Test Datasets
Target standards for curating, storing, and consuming external datasets used as test fixtures. New datasets should follow these standards. Existing datasets are documented under legacy datasets and will be migrated incrementally.
Dataset categories
Small data (< 1 MB) is checked directly into tests/test_data/<source>/
alongside a metadata.json file. These files are always available without network access.
Large data (> 1 MB) is hosted as Parquet in the R2 test-data bucket.
A SHA-256 checksum is recorded in tests/test_data/large/checksums.json.
The ensure_test_data_exists() helper downloads the file on first use and verifies integrity.
Required metadata
Every curated dataset must include a metadata.json with at minimum:
| Field | Description |
|---|---|
file | Filename of the dataset. |
sha256 | SHA-256 hash of the file. |
size_bytes | File size in bytes. |
original_url | Download URL of the original source data. |
licence | License terms and any redistribution constraints. |
added_at | ISO 8601 timestamp when the dataset was curated. |
These fields match the output of scripts/curate-dataset.sh. Additional recommended
fields for richer provenance:
| Field | Description |
|---|---|
instrument | Instrument symbol(s) covered. |
date | Trading date(s) covered. |
format | Storage format (e.g., "NautilusTrader OrderBookDelta Parquet"). |
original_file | Original vendor filename before transformation. |
parser | Parser used for transformation (e.g., "itchy 0.3.4"). |
Storage format
New datasets should be stored as NautilusTrader Parquet (not raw vendor formats).

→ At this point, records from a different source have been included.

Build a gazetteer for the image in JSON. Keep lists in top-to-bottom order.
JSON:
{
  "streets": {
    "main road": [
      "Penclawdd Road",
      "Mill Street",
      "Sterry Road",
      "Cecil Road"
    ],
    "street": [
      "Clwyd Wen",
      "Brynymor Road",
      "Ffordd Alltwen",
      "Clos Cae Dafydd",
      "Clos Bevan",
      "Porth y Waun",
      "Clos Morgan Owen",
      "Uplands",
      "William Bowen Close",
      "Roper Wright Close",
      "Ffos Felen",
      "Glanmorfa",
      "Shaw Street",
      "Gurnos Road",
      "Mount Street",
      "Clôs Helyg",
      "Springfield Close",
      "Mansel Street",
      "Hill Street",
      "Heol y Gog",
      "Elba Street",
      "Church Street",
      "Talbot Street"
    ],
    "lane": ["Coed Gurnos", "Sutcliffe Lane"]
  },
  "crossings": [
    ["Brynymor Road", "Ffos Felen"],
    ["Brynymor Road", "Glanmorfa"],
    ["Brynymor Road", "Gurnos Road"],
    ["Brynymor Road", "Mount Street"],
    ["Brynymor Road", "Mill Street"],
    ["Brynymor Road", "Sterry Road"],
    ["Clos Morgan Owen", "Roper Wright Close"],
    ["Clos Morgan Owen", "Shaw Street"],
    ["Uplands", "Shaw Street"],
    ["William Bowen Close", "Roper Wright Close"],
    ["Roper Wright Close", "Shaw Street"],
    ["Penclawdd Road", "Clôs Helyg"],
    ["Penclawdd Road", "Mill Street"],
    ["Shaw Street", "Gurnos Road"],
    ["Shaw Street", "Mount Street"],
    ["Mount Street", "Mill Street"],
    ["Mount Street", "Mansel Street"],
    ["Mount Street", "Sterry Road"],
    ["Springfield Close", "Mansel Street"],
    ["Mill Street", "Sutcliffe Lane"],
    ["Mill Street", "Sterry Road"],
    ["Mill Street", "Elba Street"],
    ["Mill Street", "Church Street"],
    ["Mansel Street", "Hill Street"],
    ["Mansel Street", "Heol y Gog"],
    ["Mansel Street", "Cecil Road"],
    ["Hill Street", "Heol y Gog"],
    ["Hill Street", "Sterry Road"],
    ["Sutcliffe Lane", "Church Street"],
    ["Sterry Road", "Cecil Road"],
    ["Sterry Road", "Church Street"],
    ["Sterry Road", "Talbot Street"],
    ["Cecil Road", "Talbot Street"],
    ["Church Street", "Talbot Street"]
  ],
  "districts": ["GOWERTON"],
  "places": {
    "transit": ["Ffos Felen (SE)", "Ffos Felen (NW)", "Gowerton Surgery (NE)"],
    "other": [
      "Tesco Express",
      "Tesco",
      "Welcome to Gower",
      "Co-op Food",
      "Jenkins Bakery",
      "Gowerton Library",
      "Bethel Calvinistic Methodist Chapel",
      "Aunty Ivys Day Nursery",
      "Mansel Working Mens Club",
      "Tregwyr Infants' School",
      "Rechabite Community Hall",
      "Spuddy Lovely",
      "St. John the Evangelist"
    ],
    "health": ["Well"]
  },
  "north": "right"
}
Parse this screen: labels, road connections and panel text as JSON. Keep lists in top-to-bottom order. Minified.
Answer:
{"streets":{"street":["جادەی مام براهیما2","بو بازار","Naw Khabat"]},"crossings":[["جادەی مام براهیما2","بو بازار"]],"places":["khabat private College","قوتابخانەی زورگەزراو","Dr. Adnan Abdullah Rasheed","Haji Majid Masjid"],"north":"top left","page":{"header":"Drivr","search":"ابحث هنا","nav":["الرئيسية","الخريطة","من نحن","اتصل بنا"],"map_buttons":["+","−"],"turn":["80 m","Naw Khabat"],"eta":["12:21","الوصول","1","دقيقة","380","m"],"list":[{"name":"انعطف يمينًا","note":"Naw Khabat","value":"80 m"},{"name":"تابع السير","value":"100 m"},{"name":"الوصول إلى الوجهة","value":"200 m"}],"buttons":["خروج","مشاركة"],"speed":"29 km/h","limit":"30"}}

This ensures:
- Consistent data types across all test datasets.
- No vendor format parsing at test time.
- Clear derivative-work status for licensing.
Use ZSTD compression (level 3) with 1M row groups.
Naming convention
<source>_<instrument>_<date>_<datatype>.parquetExamples:
itch_AAPL_2019-01-30_deltas.parquettardis_BTCUSDT_2020-09-01_depth10.parquet
Curation workflow
Simple files (single download)
Use scripts/curate-dataset.sh:
scripts/curate-dataset.sh <slug> <filename> <download-url> <licence>This creates a versioned directory (v1/<slug>/) with the file,
LICENSE.txt, and metadata.json containing the required fields above.
Complex pipelines (parse + transform)
For datasets requiring format conversion (e.g., binary ITCH to Parquet):
- Write a curation function in
crates/testkit/src/<source>/gated behind#[cfg(test)]or an#[ignore]test. - The function should: download, parse, filter, convert to NautilusTrader types, write Parquet.
- Output the Parquet file and
metadata.jsonto a local directory. - Upload to R2 manually, then add the checksum to
checksums.json.
Adding a new dataset
- Curate the data following the workflow above.
- Write
metadata.jsonwith all required fields. - For small data: commit to
tests/test_data/<source>/. - For large data: upload Parquet to R2, add checksum to
tests/test_data/large/checksums.json. - Add path helper functions to
crates/testkit/src/common.rs. - Write tests that consume the dataset.
Test runner serialization
Tests that download large data files share target paths across test binaries.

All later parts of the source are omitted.